Role of Norepinephrine in Schizophrenia: An Old-fashioned but New Story from Emergency Medicine

Dear Editor:

A number of hypotheses have been put forth regarding the etiology of schizophrenia, including dopamine hypothesis and glutamate hypothesis.¹ However, a lesser known theory is that elevated norepinephrinergic signaling plays a causative role in schizophrenia.² We treated a patient with septic shock schizophrenia who developed delusions and hallucinations following continuous norepinephrine infusion. This phenomenon provides additional evidence supporting the theory that norepinephrine plays an important role in the pathophysiology of schizophrenia.

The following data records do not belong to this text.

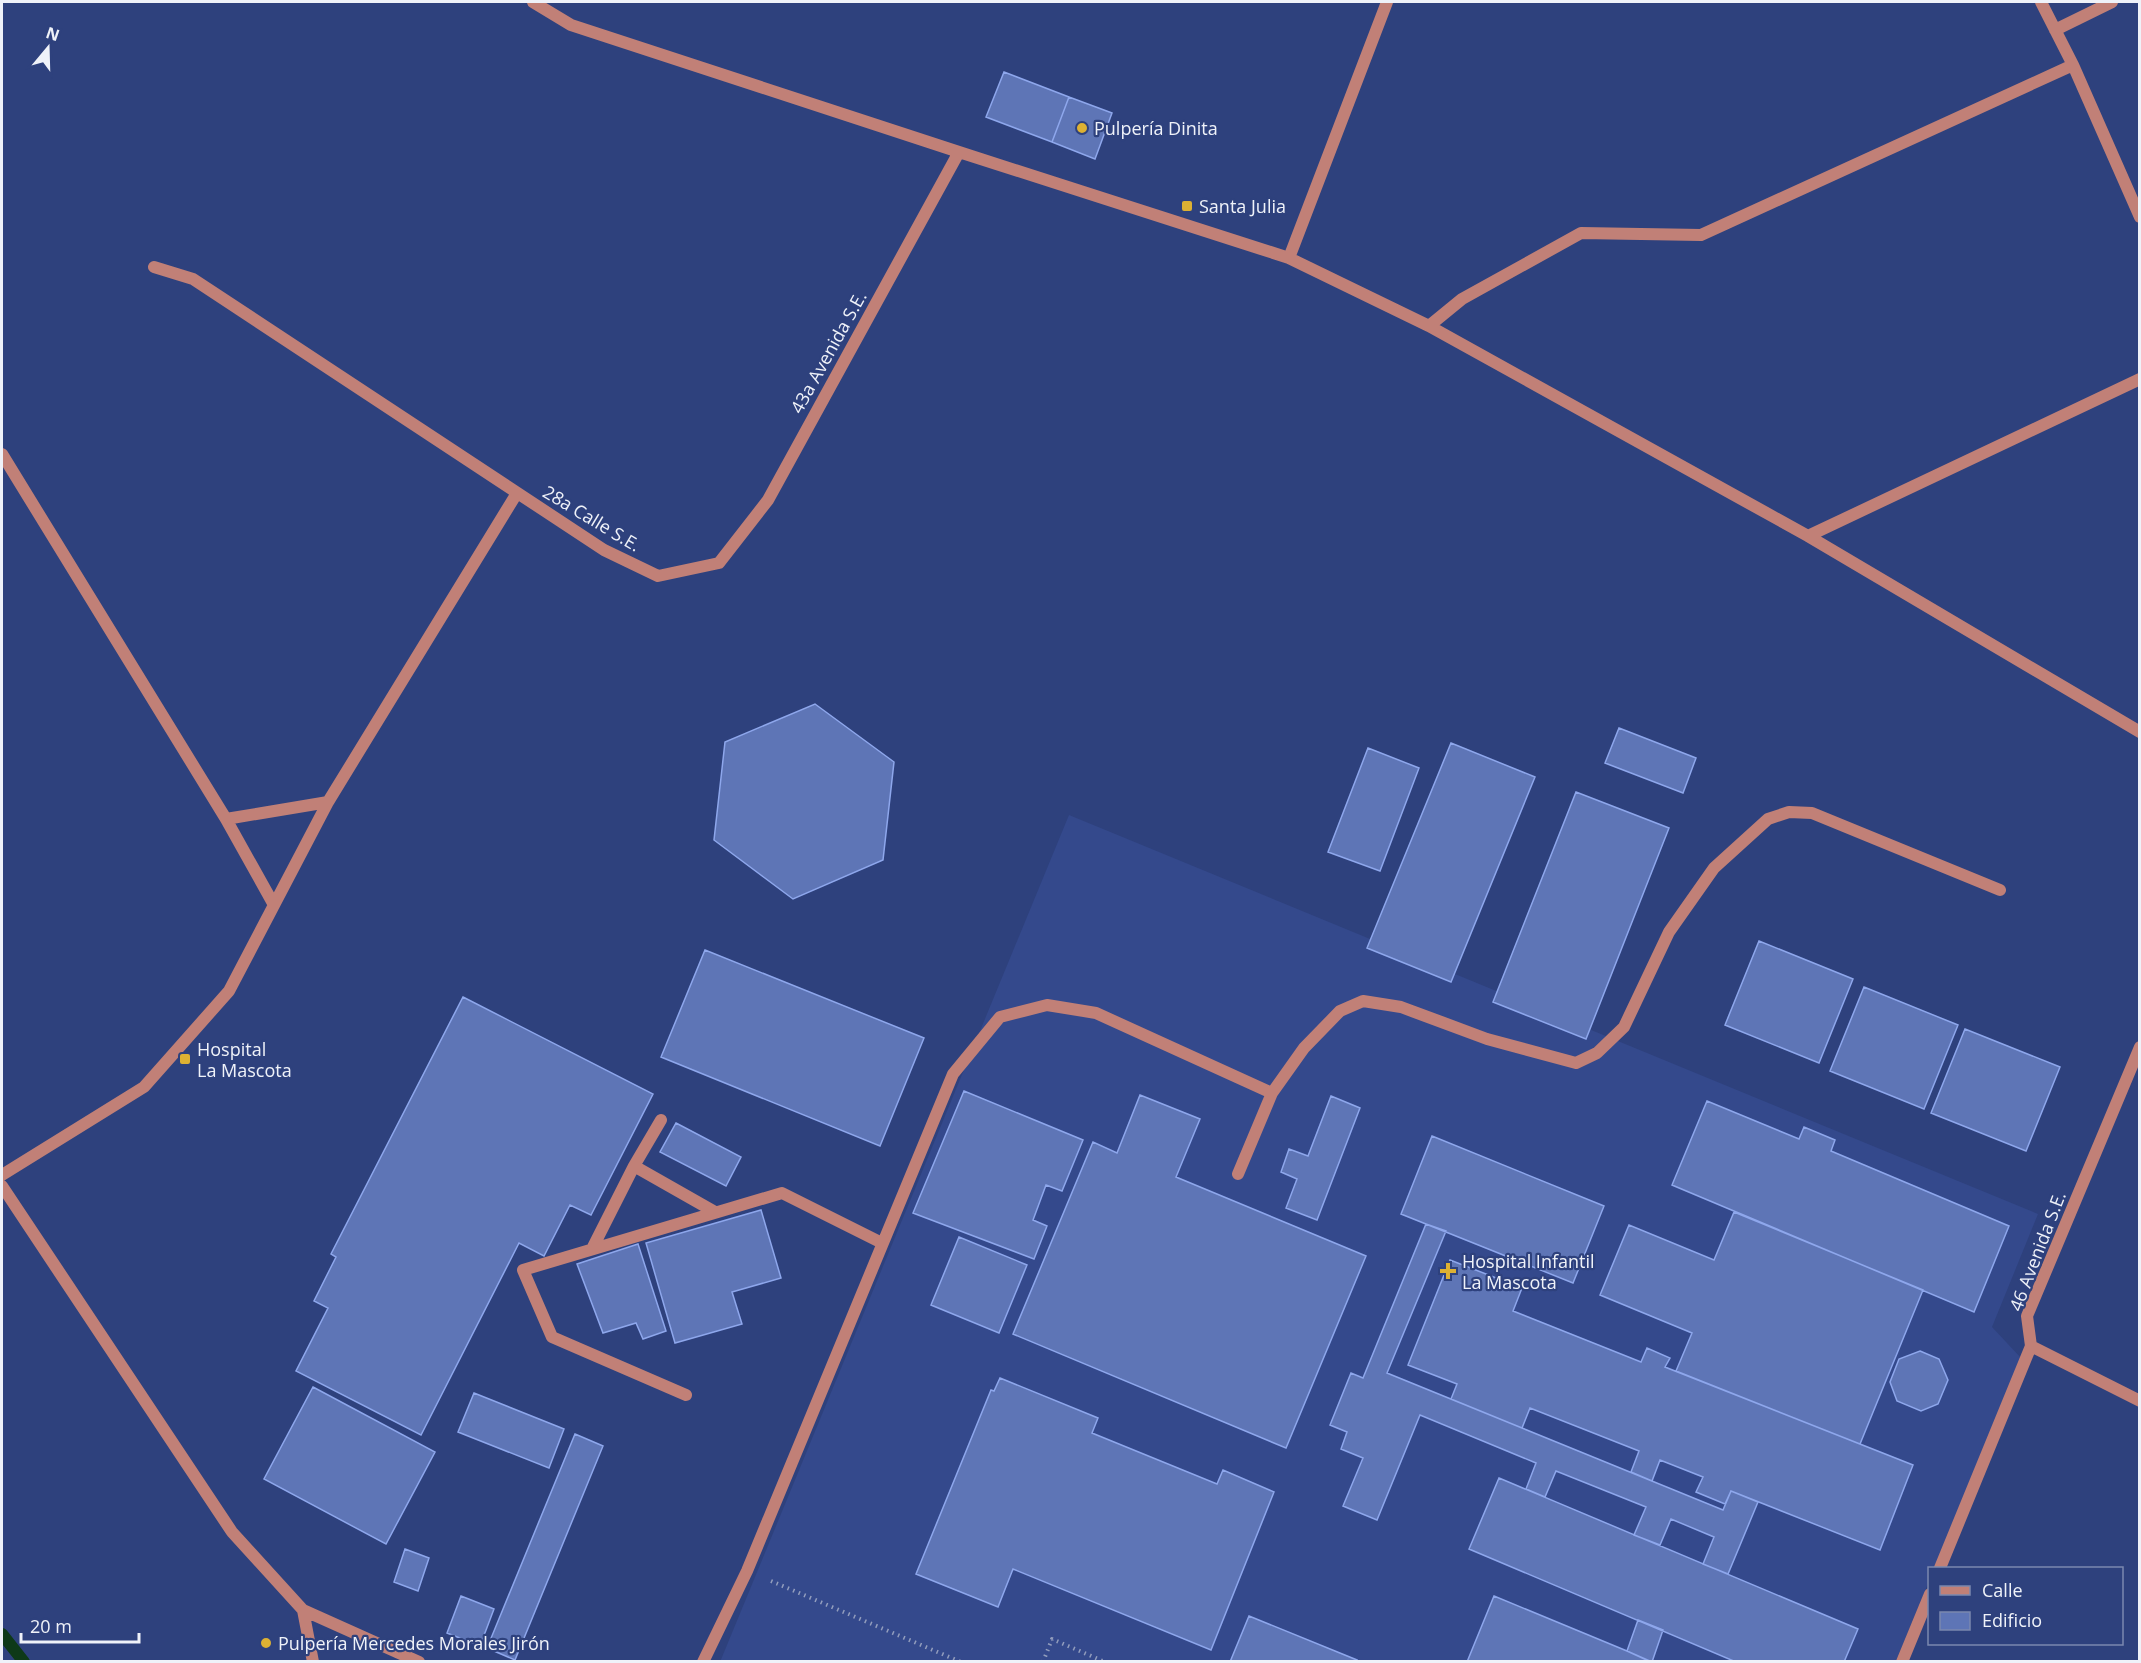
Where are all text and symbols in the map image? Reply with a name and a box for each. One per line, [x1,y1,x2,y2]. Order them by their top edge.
north arrow [18,18,78,78]
text: N [43,21,63,46]
place label: Pulpería Dinita [1094,116,1218,140]
marker: Pulpería Dinita [1075,121,1089,135]
place label: Santa Julia [1199,194,1286,218]
marker: Santa Julia [1180,199,1194,213]
street label: 43a Avenida S.E. [784,287,872,417]
street label: 28a Calle S.E. [539,479,645,557]
place label: Hospital La Mascota [197,1037,292,1082]
marker: Hospital La Mascota [178,1052,192,1066]
street label: 46 Avenida S.E. [2003,1188,2071,1314]
place label: Hospital Infantil La Mascota [1462,1249,1595,1294]
marker: Hospital Infantil La Mascota [1439,1262,1457,1280]
legend [1928,1567,2123,1645]
text: Calle [1982,1578,2023,1602]
scale bar [21,1606,140,1644]
text: Edificio [1982,1608,2042,1632]
text: 20 m [30,1614,72,1638]
place label: Pulpería Mercedes Morales Jirón [278,1631,550,1655]
marker: Pulpería Mercedes Morales Jirón [259,1636,273,1650]

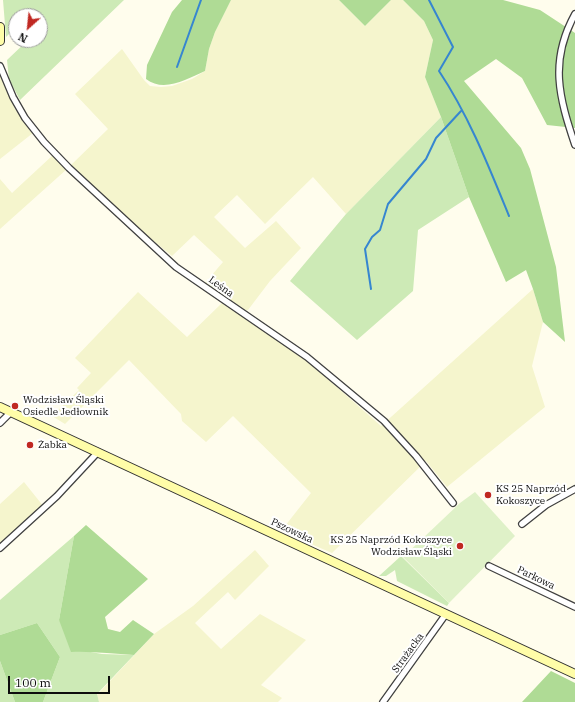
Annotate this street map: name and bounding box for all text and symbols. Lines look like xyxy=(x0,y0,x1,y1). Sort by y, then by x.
north arrow xyxy=(8,8,48,48)
text: N xyxy=(16,30,30,46)
street label: Leśna xyxy=(206,274,236,300)
place label: Wodzisław Śląski Osiedle Jedłownik xyxy=(23,394,108,418)
marker: Wodzisław Śląski Osiedle Jedłownik xyxy=(10,401,20,411)
place label: Żabka xyxy=(38,439,67,451)
marker: Żabka xyxy=(25,440,35,450)
place label: KS 25 Naprzód Kokoszyce xyxy=(496,483,566,506)
marker: KS 25 Naprzód Kokoszyce xyxy=(483,490,493,500)
street label: Pszowska xyxy=(269,516,315,546)
place label: KS 25 Naprzód Kokoszyce Wodzisław Śląski xyxy=(330,534,452,558)
marker: KS 25 Naprzód Kokoszyce Wodzisław Śląski xyxy=(455,541,465,551)
street label: Parkowa xyxy=(515,564,557,592)
street label: Strażacka xyxy=(390,631,426,675)
scale bar xyxy=(10,668,112,694)
text: 100 m xyxy=(15,675,51,690)

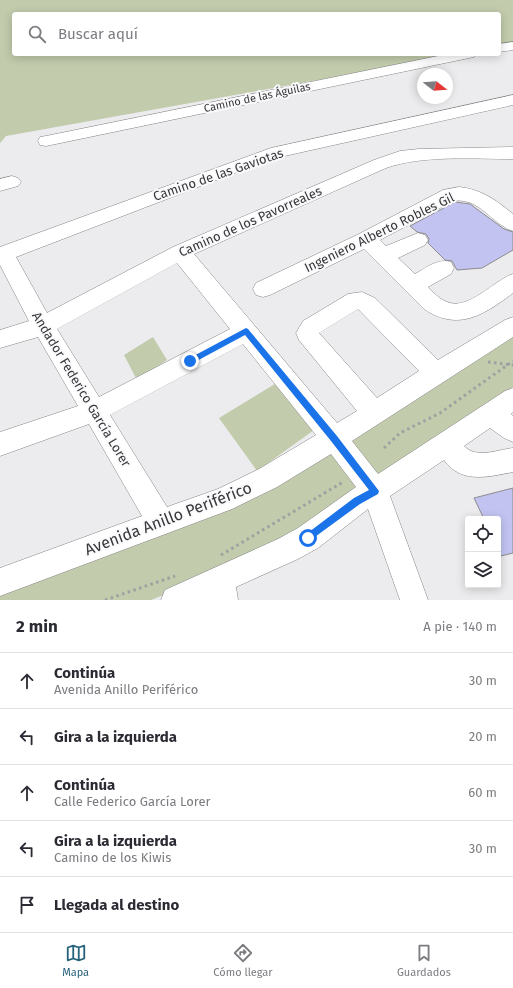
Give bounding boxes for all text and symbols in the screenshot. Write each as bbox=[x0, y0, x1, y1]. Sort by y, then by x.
search box bbox=[12, 12, 501, 56]
icon: search bbox=[26, 23, 48, 45]
text: Buscar aquí bbox=[58, 25, 138, 43]
north arrow bbox=[417, 68, 453, 104]
street label: Camino de las Águilas bbox=[202, 79, 312, 115]
street label: Camino de las Gaviotas bbox=[151, 145, 285, 204]
street label: Camino de los Pavorreales bbox=[176, 183, 324, 260]
street label: Ingeniero Alberto Robles Gil bbox=[302, 190, 457, 275]
street label: Andador Federico García Lorer bbox=[29, 309, 134, 469]
route end bbox=[181, 352, 199, 370]
street label: Avenida Anillo Periférico bbox=[82, 478, 254, 559]
map controls bbox=[465, 516, 501, 588]
button: locate bbox=[465, 516, 501, 552]
route start bbox=[299, 529, 317, 547]
button: layers bbox=[465, 552, 501, 588]
text: 2 min bbox=[16, 616, 58, 637]
text: A pie · 140 m bbox=[423, 619, 497, 634]
text: Continúa bbox=[54, 664, 115, 682]
icon: ahead bbox=[16, 670, 38, 692]
text: 30 m bbox=[469, 673, 497, 688]
text: Avenida Anillo Periférico bbox=[54, 682, 198, 697]
icon: left bbox=[16, 726, 38, 748]
text: Gira a la izquierda bbox=[54, 728, 177, 746]
text: 20 m bbox=[469, 729, 497, 744]
text: Continúa bbox=[54, 776, 115, 794]
icon: ahead bbox=[16, 782, 38, 804]
text: 60 m bbox=[468, 785, 497, 800]
text: Calle Federico García Lorer bbox=[54, 794, 211, 809]
text: Gira a la izquierda bbox=[54, 832, 177, 850]
icon: left bbox=[16, 838, 38, 860]
text: 30 m bbox=[469, 841, 497, 856]
text: Camino de los Kiwis bbox=[54, 850, 171, 865]
icon: arrive bbox=[16, 894, 38, 916]
text: Llegada al destino bbox=[54, 896, 179, 914]
tab: Mapa bbox=[62, 942, 89, 979]
tab: Cómo llegar bbox=[213, 942, 273, 979]
tab: Guardados bbox=[397, 942, 451, 979]

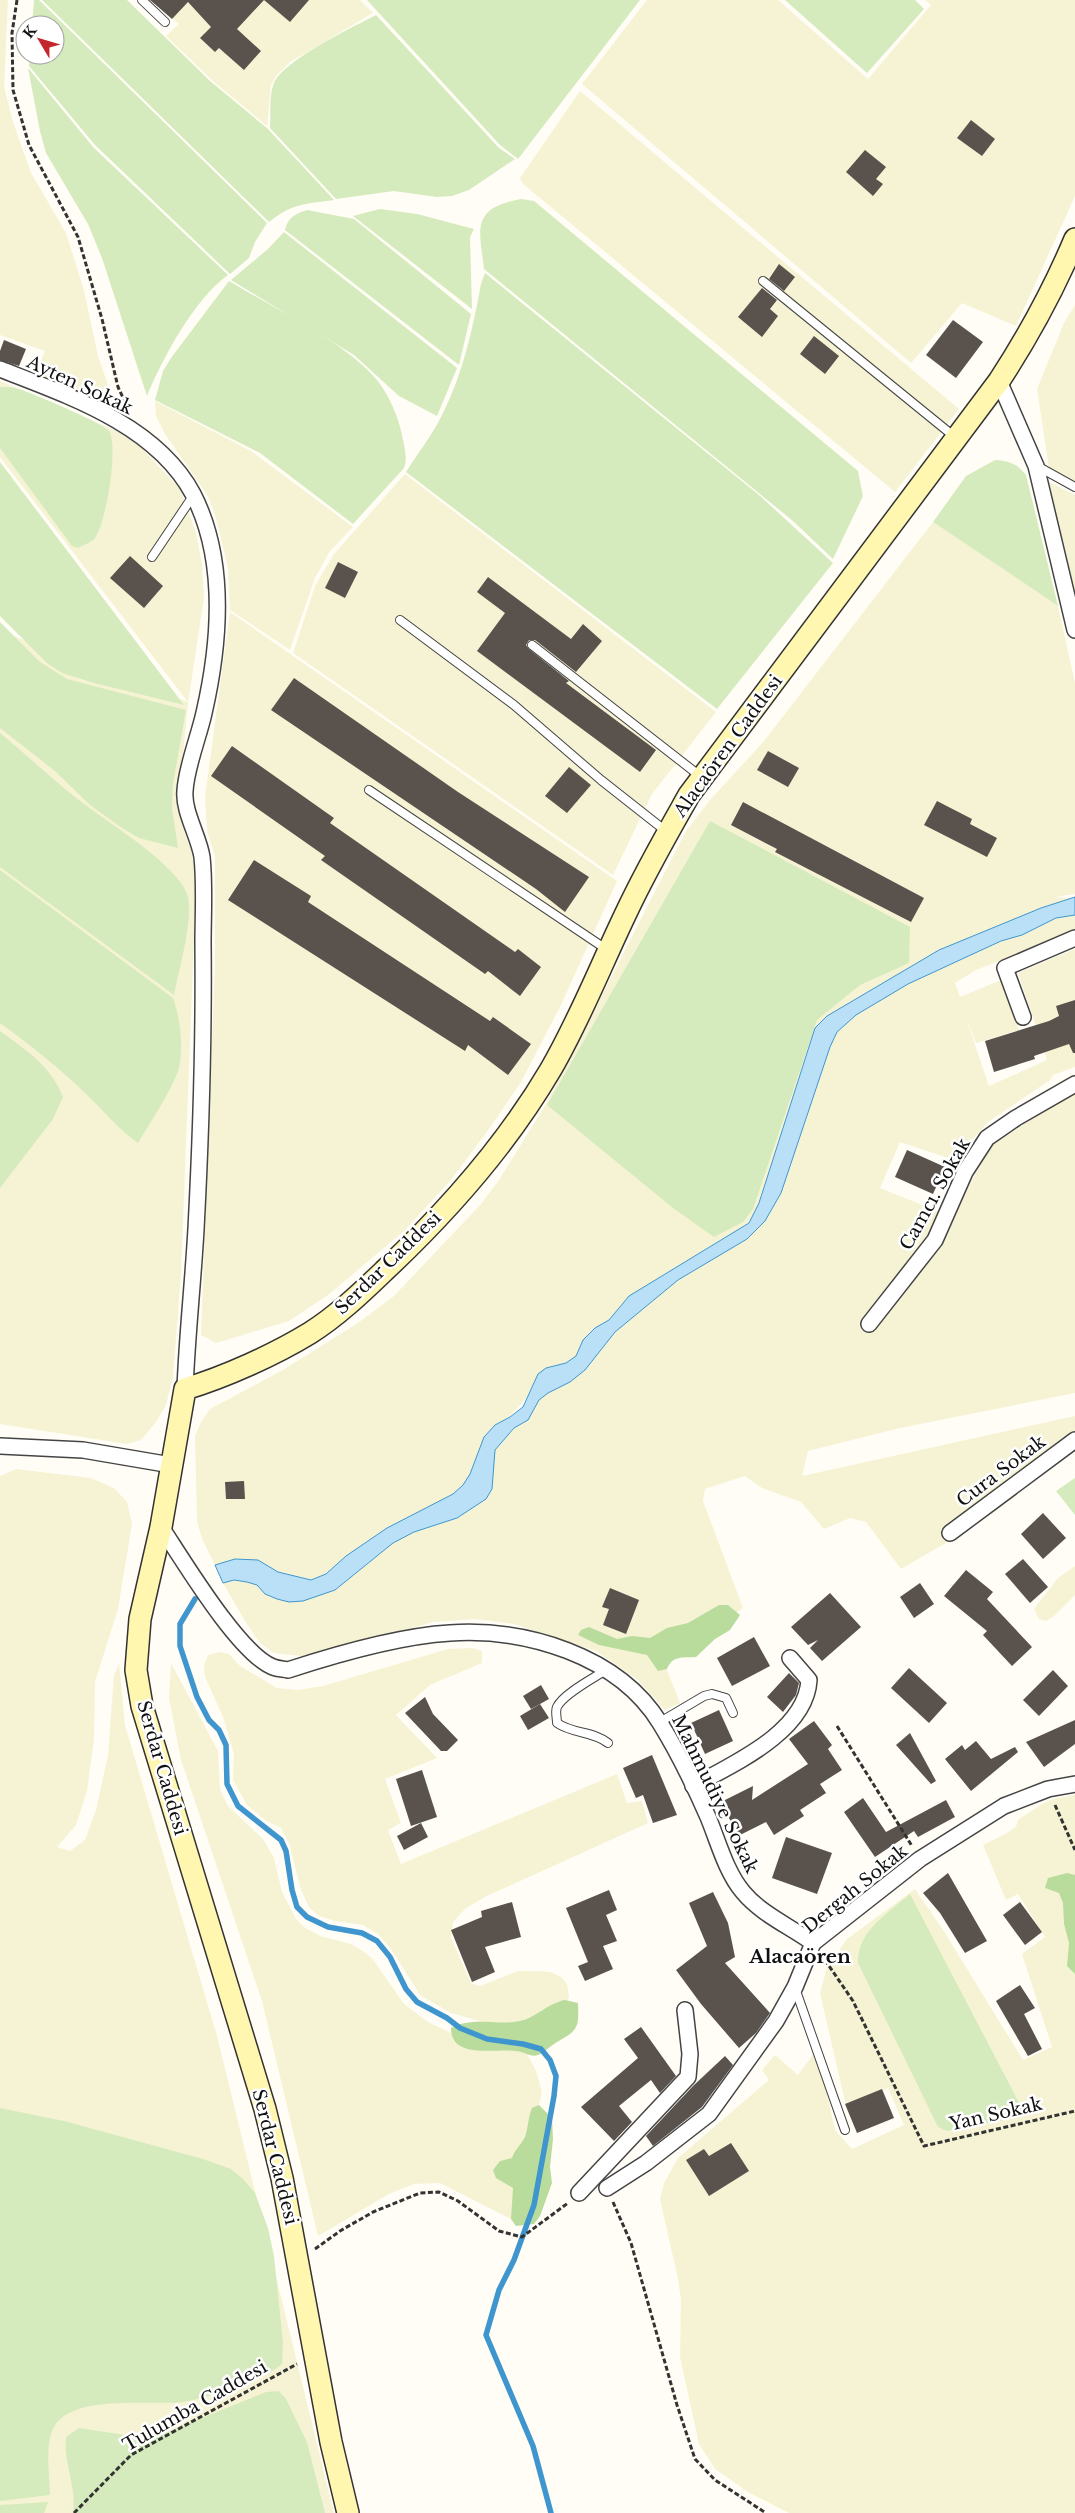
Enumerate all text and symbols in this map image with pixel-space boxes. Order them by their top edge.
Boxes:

Case report. A 71-year-old female patient with schizophrenia was transferred to our hospital for treatment of pyrexia and hypotension. She had a 40-year history of chronic paranoid schizophrenia, which had been successfully treated with quetiapine of 400mg/day for the past eight years prior to this admission. Her initial vital signs included a temperature of 39.6°C, blood pressure (BP) of 54/30mmHg, heart rate of 128 beats/min, respiratory rate of 24 breaths/min, and oxygen saturation of 90 percent while breathing ambient air. Her abdomen was distended without rebound tenderness. Abdominal computed tomography revealed marked dilatation of large intestine without mechanical obstruction, suggesting megacolon. Aggressive fluid resuscitation was initiated, and blood cultures obtained. Intravenous meropenem was initiated, based on suspicion of possible bacterial translocation from dilated colon. The blood culture revealed Escherichia coli within 24 hours. She was diagnosed as having septic shock due to megacolon. According to treatment guidelines for septic shock,³ the patient was administered norepinephrine 0.03µg/kg/min, which was increased to 0.2µg/kg/min, to maintain blood pressure. However, the patient became irritable  and developed symptoms of psychosis, including delusion and hallucination. Norepinephrine was discontinued, and dopamine was initiated at 5µg/kg/min and increased to 8 to 10µg/kg/min, which successfully maintained her systolic BP at 90 to 110mmHg and improved her psychotic symptoms. The patient then developed tachycardia (>110 beats/min), resulting in the decision to discontinue the dopamine and rechallenge the patient with norepinephrine. Upon reinititation of norepinephrine, the patient began screaming loudly and re-exhibiting signs of psychosis (delusion, hallucination). Norepinephrine was once again discontinued and dopamine restarted to maintain her BP. By Day 10 in the hospital, the patient was successfully weaned off the dopamine infusion, with no exacerbation of psychosis.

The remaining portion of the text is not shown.